### Aim of the task
Sift the material for lines containing "this", and return them.

### Provided information
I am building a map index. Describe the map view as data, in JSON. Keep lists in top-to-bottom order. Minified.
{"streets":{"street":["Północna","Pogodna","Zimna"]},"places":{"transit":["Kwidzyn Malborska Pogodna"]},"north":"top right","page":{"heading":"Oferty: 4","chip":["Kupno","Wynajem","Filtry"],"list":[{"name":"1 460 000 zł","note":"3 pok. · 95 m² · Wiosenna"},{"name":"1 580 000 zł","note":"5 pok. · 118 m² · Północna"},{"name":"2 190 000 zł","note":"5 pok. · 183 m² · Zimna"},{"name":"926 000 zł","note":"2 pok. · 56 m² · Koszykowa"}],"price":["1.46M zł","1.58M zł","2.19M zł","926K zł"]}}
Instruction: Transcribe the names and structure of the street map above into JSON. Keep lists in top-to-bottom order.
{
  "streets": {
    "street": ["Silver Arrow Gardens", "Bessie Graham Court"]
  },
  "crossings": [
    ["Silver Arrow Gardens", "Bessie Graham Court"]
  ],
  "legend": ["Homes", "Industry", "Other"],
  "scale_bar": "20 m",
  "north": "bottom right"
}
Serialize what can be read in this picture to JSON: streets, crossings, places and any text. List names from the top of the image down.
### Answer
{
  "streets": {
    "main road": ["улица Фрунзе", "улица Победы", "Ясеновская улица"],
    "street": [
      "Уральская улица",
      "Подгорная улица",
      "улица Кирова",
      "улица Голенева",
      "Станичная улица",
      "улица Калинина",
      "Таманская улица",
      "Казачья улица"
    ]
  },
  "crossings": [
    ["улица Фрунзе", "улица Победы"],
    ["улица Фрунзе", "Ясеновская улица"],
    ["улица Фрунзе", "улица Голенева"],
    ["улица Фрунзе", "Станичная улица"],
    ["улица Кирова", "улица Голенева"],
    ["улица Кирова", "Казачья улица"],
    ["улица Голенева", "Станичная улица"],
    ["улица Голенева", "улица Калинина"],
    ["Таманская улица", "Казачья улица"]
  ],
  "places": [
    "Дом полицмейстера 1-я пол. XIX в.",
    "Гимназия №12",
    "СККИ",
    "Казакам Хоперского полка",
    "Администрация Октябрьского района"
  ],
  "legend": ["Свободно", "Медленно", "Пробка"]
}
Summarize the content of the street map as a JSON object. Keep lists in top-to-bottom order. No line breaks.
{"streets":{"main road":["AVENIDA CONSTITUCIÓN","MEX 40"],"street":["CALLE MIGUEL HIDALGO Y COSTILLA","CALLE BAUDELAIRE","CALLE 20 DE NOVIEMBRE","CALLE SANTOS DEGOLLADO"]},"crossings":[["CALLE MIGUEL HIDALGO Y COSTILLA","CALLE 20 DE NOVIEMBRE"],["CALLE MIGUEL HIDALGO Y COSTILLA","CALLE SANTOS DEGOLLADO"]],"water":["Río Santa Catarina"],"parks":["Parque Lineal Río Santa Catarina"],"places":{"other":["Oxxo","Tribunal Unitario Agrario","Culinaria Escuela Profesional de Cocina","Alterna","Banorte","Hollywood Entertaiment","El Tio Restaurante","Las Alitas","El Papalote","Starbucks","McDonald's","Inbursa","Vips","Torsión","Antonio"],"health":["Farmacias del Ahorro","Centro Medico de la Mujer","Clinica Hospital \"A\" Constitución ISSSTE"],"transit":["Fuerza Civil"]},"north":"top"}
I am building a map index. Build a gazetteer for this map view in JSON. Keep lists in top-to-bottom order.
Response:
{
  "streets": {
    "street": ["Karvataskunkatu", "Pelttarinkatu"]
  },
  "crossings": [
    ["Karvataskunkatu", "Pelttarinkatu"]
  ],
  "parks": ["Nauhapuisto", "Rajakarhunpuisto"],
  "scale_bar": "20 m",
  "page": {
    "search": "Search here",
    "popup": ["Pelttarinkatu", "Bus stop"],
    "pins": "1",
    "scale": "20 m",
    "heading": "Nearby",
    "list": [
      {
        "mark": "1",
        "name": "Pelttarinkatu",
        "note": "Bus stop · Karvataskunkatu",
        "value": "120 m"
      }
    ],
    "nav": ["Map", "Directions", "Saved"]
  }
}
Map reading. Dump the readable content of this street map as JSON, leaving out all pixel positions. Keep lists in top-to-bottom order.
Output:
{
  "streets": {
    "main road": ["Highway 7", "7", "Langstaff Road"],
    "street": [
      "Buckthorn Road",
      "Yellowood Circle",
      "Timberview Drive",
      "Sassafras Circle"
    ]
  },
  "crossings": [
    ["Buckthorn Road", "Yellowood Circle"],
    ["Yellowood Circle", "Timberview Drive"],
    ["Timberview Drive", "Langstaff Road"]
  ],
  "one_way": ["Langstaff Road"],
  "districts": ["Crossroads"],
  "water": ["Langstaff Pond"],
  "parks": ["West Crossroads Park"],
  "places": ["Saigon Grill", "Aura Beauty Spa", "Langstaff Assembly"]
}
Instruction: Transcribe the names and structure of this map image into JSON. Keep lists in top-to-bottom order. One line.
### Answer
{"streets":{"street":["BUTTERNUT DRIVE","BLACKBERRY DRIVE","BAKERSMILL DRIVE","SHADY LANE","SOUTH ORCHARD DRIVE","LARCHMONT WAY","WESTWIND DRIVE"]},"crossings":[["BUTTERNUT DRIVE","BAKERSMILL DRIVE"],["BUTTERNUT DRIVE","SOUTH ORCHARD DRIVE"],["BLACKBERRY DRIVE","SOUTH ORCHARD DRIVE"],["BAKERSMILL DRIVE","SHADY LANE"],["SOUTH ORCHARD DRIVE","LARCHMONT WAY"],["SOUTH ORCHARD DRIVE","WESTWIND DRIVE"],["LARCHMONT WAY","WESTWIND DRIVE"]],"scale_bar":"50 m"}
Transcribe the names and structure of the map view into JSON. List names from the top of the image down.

### Exercise output
Serialize what can be read in this picture to JSON: streets, crossings, places and any text. List names from the top of the image down.
I am building a map index. Build a gazetteer for this map view in JSON. Keep lists in top-to-bottom order.
Map reading. Dump the readable content of this street map as JSON, leaving out all pixel positions. Keep lists in top-to-bottom order.
Instruction: Transcribe the names and structure of this map image into JSON. Keep lists in top-to-bottom order. One line.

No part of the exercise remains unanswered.